◆ **WORK REQUIRED**:
Print every record exactly, omitting all pictures.

═════ SUPPLIED MATERIAL

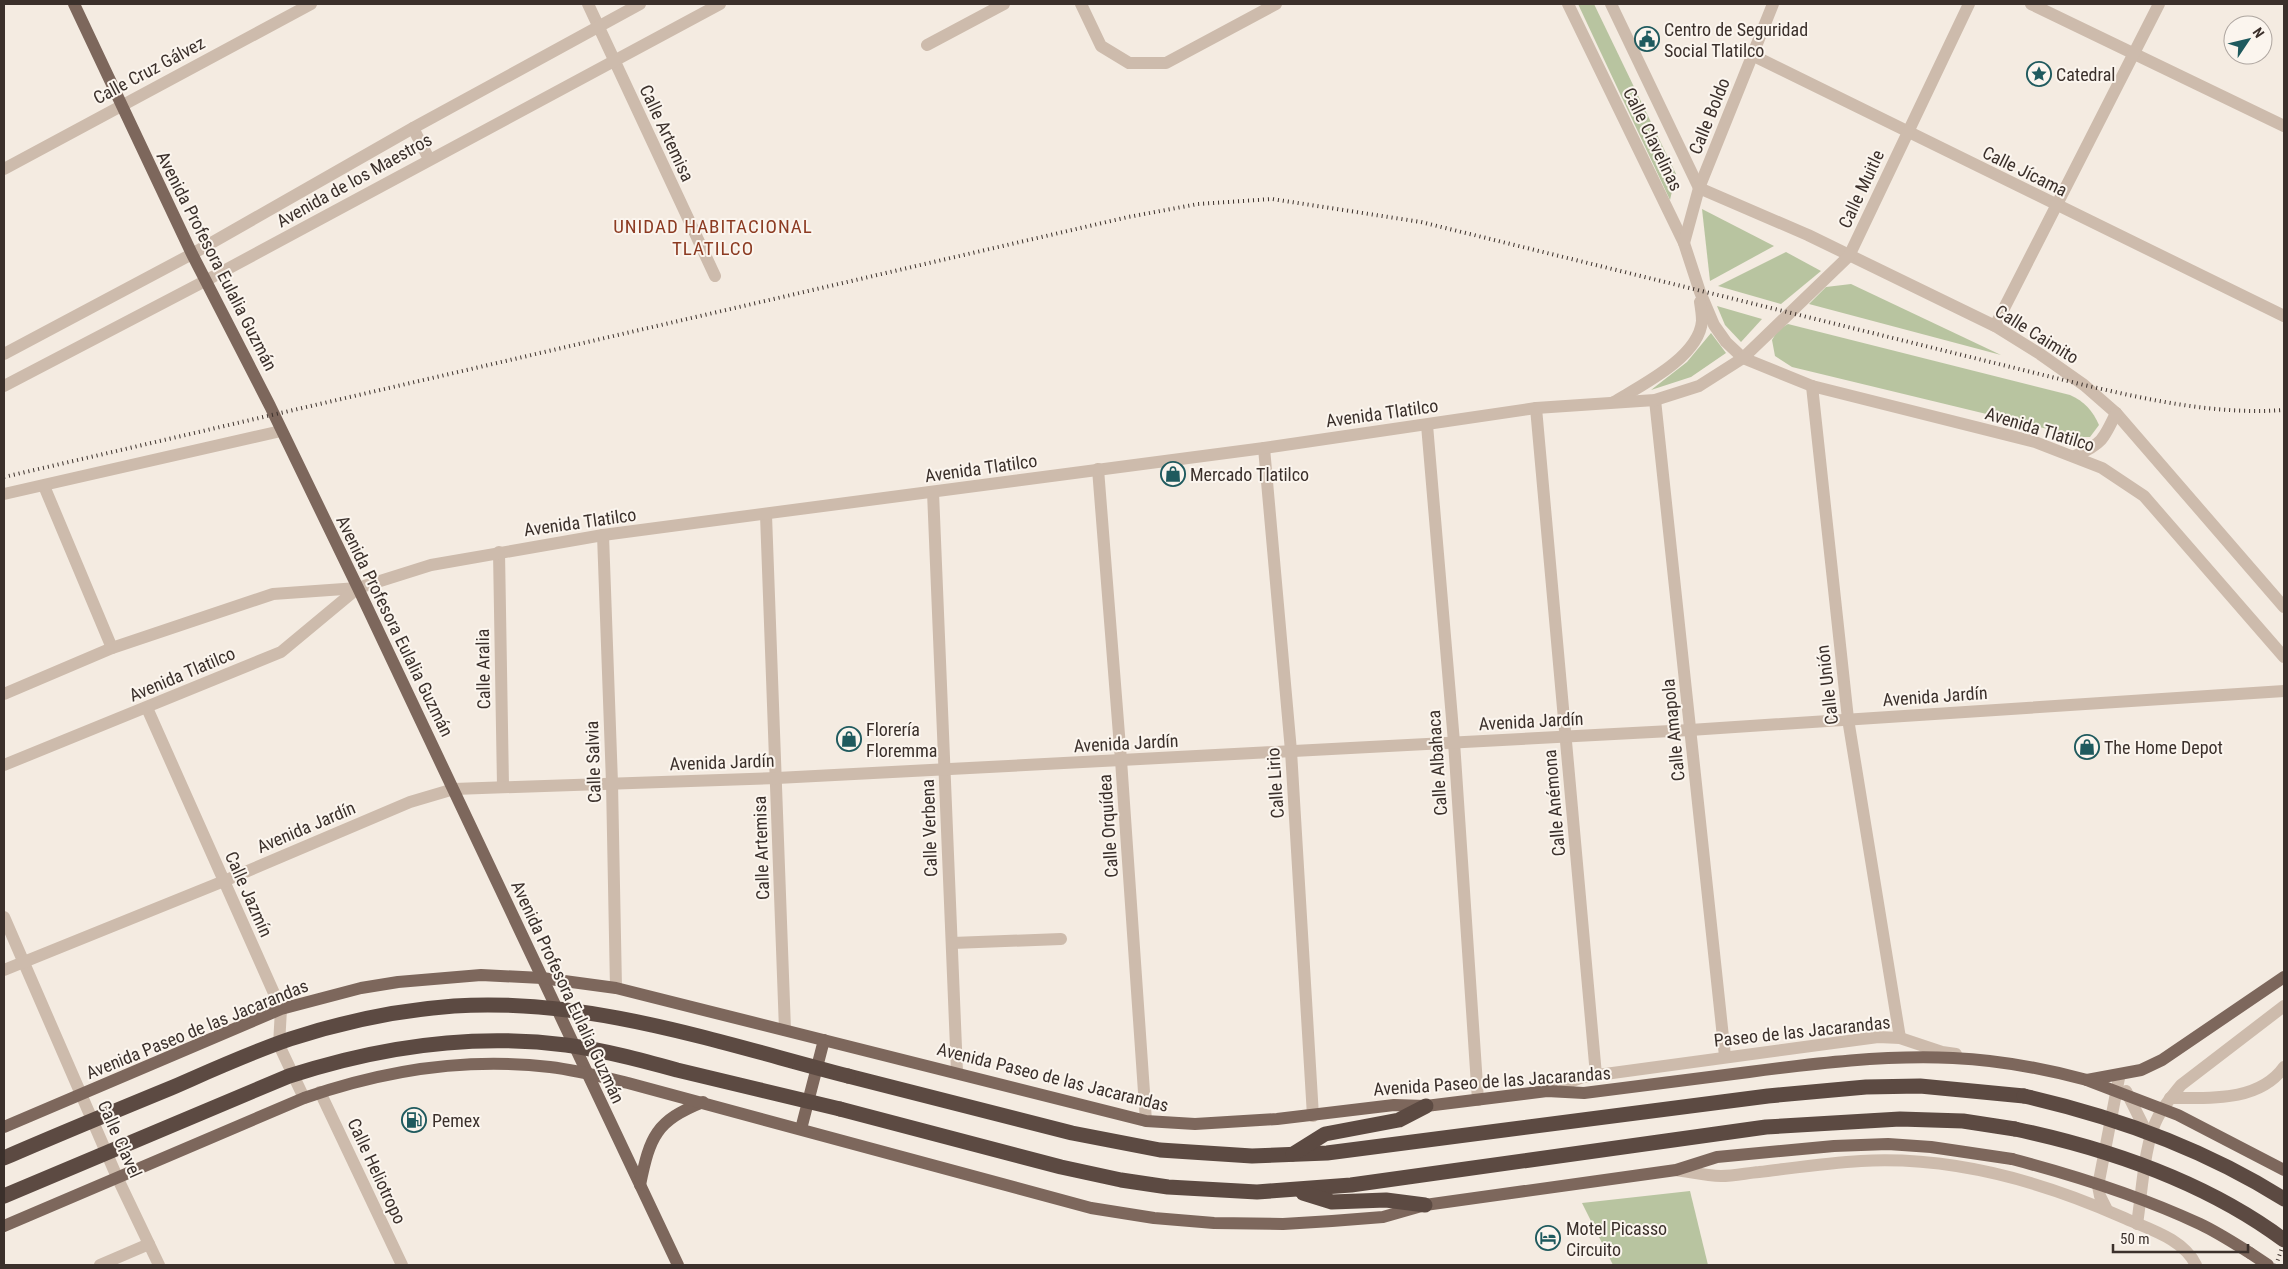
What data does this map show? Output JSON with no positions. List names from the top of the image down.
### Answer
{
  "streets": {
    "main road": ["Avenida Profesora Eulalia Guzmán", "Avenida Paseo de las Jacarandas"],
    "street": [
      "Calle Cruz Gálvez",
      "Calle Boldo",
      "Calle Artemisa",
      "Calle Clavelinas",
      "Calle Jícama",
      "Avenida de los Maestros",
      "Calle Muitle",
      "Calle Caimito",
      "Avenida Tlatilco",
      "Calle Aralia",
      "Calle Unión",
      "Avenida Jardín",
      "Calle Amapola",
      "Calle Salvia",
      "Calle Albahaca",
      "Calle Lirio",
      "Calle Anémona",
      "Calle Orquídea",
      "Calle Verbena",
      "Calle Jazmín",
      "Paseo de las Jacarandas",
      "Calle Clavel",
      "Calle Heliotropo"
    ]
  },
  "crossings": [
    ["Calle Cruz Gálvez", "Avenida Profesora Eulalia Guzmán"],
    ["Calle Boldo", "Calle Clavelinas"],
    ["Calle Boldo", "Calle Jícama"],
    ["Calle Boldo", "Calle Caimito"],
    ["Calle Artemisa", "Avenida de los Maestros"],
    ["Calle Artemisa", "Avenida Tlatilco"],
    ["Calle Artemisa", "Avenida Jardín"],
    ["Calle Artemisa", "Avenida Paseo de las Jacarandas"],
    ["Calle Clavelinas", "Calle Caimito"],
    ["Calle Clavelinas", "Avenida Tlatilco"],
    ["Calle Jícama", "Calle Muitle"],
    ["Avenida de los Maestros", "Avenida Profesora Eulalia Guzmán"],
    ["Calle Muitle", "Calle Caimito"],
    ["Calle Muitle", "Avenida Tlatilco"],
    ["Avenida Profesora Eulalia Guzmán", "Avenida Tlatilco"],
    ["Avenida Profesora Eulalia Guzmán", "Avenida Jardín"],
    ["Avenida Profesora Eulalia Guzmán", "Avenida Paseo de las Jacarandas"],
    ["Avenida Tlatilco", "Calle Aralia"],
    ["Avenida Tlatilco", "Calle Unión"],
    ["Avenida Tlatilco", "Calle Amapola"],
    ["Avenida Tlatilco", "Calle Salvia"],
    ["Avenida Tlatilco", "Calle Albahaca"],
    ["Avenida Tlatilco", "Calle Lirio"],
    ["Avenida Tlatilco", "Calle Anémona"],
    ["Avenida Tlatilco", "Calle Orquídea"],
    ["Avenida Tlatilco", "Calle Verbena"],
    ["Avenida Tlatilco", "Calle Jazmín"],
    ["Calle Aralia", "Avenida Jardín"],
    ["Calle Unión", "Avenida Jardín"],
    ["Calle Unión", "Paseo de las Jacarandas"],
    ["Avenida Jardín", "Calle Amapola"],
    ["Avenida Jardín", "Calle Salvia"],
    ["Avenida Jardín", "Calle Albahaca"],
    ["Avenida Jardín", "Calle Lirio"],
    ["Avenida Jardín", "Calle Anémona"],
    ["Avenida Jardín", "Calle Orquídea"],
    ["Avenida Jardín", "Calle Verbena"],
    ["Avenida Jardín", "Calle Jazmín"],
    ["Avenida Jardín", "Calle Clavel"],
    ["Calle Amapola", "Paseo de las Jacarandas"],
    ["Calle Salvia", "Avenida Paseo de las Jacarandas"],
    ["Calle Albahaca", "Avenida Paseo de las Jacarandas"],
    ["Calle Lirio", "Avenida Paseo de las Jacarandas"],
    ["Calle Anémona", "Paseo de las Jacarandas"],
    ["Calle Orquídea", "Avenida Paseo de las Jacarandas"],
    ["Calle Verbena", "Avenida Paseo de las Jacarandas"],
    ["Calle Jazmín", "Avenida Paseo de las Jacarandas"],
    ["Avenida Paseo de las Jacarandas", "Paseo de las Jacarandas"],
    ["Avenida Paseo de las Jacarandas", "Calle Clavel"]
  ],
  "districts": ["UNIDAD HABITACIONAL TLATILCO"],
  "places": {
    "public building": ["Centro de Seguridad Social Tlatilco"],
    "place": ["Catedral"],
    "shop": ["Mercado Tlatilco", "Florería Floremma", "The Home Depot"],
    "fuel station": ["Pemex"],
    "hotel": ["Motel Picasso Circuito"]
  },
  "scale_bar": "50 m",
  "north": "top right"
}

══════════

◆ **WORKED SOLUTION**:
What data does this map show? Output JSON with no positions. List names from the top of the image down.
### Answer
{
  "streets": {
    "main road": ["Avenida Profesora Eulalia Guzmán", "Avenida Paseo de las Jacarandas"],
    "street": [
      "Calle Cruz Gálvez",
      "Calle Boldo",
      "Calle Artemisa",
      "Calle Clavelinas",
      "Calle Jícama",
      "Avenida de los Maestros",
      "Calle Muitle",
      "Calle Caimito",
      "Avenida Tlatilco",
      "Calle Aralia",
      "Calle Unión",
      "Avenida Jardín",
      "Calle Amapola",
      "Calle Salvia",
      "Calle Albahaca",
      "Calle Lirio",
      "Calle Anémona",
      "Calle Orquídea",
      "Calle Verbena",
      "Calle Jazmín",
      "Paseo de las Jacarandas",
      "Calle Clavel",
      "Calle Heliotropo"
    ]
  },
  "crossings": [
    ["Calle Cruz Gálvez", "Avenida Profesora Eulalia Guzmán"],
    ["Calle Boldo", "Calle Clavelinas"],
    ["Calle Boldo", "Calle Jícama"],
    ["Calle Boldo", "Calle Caimito"],
    ["Calle Artemisa", "Avenida de los Maestros"],
    ["Calle Artemisa", "Avenida Tlatilco"],
    ["Calle Artemisa", "Avenida Jardín"],
    ["Calle Artemisa", "Avenida Paseo de las Jacarandas"],
    ["Calle Clavelinas", "Calle Caimito"],
    ["Calle Clavelinas", "Avenida Tlatilco"],
    ["Calle Jícama", "Calle Muitle"],
    ["Avenida de los Maestros", "Avenida Profesora Eulalia Guzmán"],
    ["Calle Muitle", "Calle Caimito"],
    ["Calle Muitle", "Avenida Tlatilco"],
    ["Avenida Profesora Eulalia Guzmán", "Avenida Tlatilco"],
    ["Avenida Profesora Eulalia Guzmán", "Avenida Jardín"],
    ["Avenida Profesora Eulalia Guzmán", "Avenida Paseo de las Jacarandas"],
    ["Avenida Tlatilco", "Calle Aralia"],
    ["Avenida Tlatilco", "Calle Unión"],
    ["Avenida Tlatilco", "Calle Amapola"],
    ["Avenida Tlatilco", "Calle Salvia"],
    ["Avenida Tlatilco", "Calle Albahaca"],
    ["Avenida Tlatilco", "Calle Lirio"],
    ["Avenida Tlatilco", "Calle Anémona"],
    ["Avenida Tlatilco", "Calle Orquídea"],
    ["Avenida Tlatilco", "Calle Verbena"],
    ["Avenida Tlatilco", "Calle Jazmín"],
    ["Calle Aralia", "Avenida Jardín"],
    ["Calle Unión", "Avenida Jardín"],
    ["Calle Unión", "Paseo de las Jacarandas"],
    ["Avenida Jardín", "Calle Amapola"],
    ["Avenida Jardín", "Calle Salvia"],
    ["Avenida Jardín", "Calle Albahaca"],
    ["Avenida Jardín", "Calle Lirio"],
    ["Avenida Jardín", "Calle Anémona"],
    ["Avenida Jardín", "Calle Orquídea"],
    ["Avenida Jardín", "Calle Verbena"],
    ["Avenida Jardín", "Calle Jazmín"],
    ["Avenida Jardín", "Calle Clavel"],
    ["Calle Amapola", "Paseo de las Jacarandas"],
    ["Calle Salvia", "Avenida Paseo de las Jacarandas"],
    ["Calle Albahaca", "Avenida Paseo de las Jacarandas"],
    ["Calle Lirio", "Avenida Paseo de las Jacarandas"],
    ["Calle Anémona", "Paseo de las Jacarandas"],
    ["Calle Orquídea", "Avenida Paseo de las Jacarandas"],
    ["Calle Verbena", "Avenida Paseo de las Jacarandas"],
    ["Calle Jazmín", "Avenida Paseo de las Jacarandas"],
    ["Avenida Paseo de las Jacarandas", "Paseo de las Jacarandas"],
    ["Avenida Paseo de las Jacarandas", "Calle Clavel"]
  ],
  "districts": ["UNIDAD HABITACIONAL TLATILCO"],
  "places": {
    "public building": ["Centro de Seguridad Social Tlatilco"],
    "place": ["Catedral"],
    "shop": ["Mercado Tlatilco", "Florería Floremma", "The Home Depot"],
    "fuel station": ["Pemex"],
    "hotel": ["Motel Picasso Circuito"]
  },
  "scale_bar": "50 m",
  "north": "top right"
}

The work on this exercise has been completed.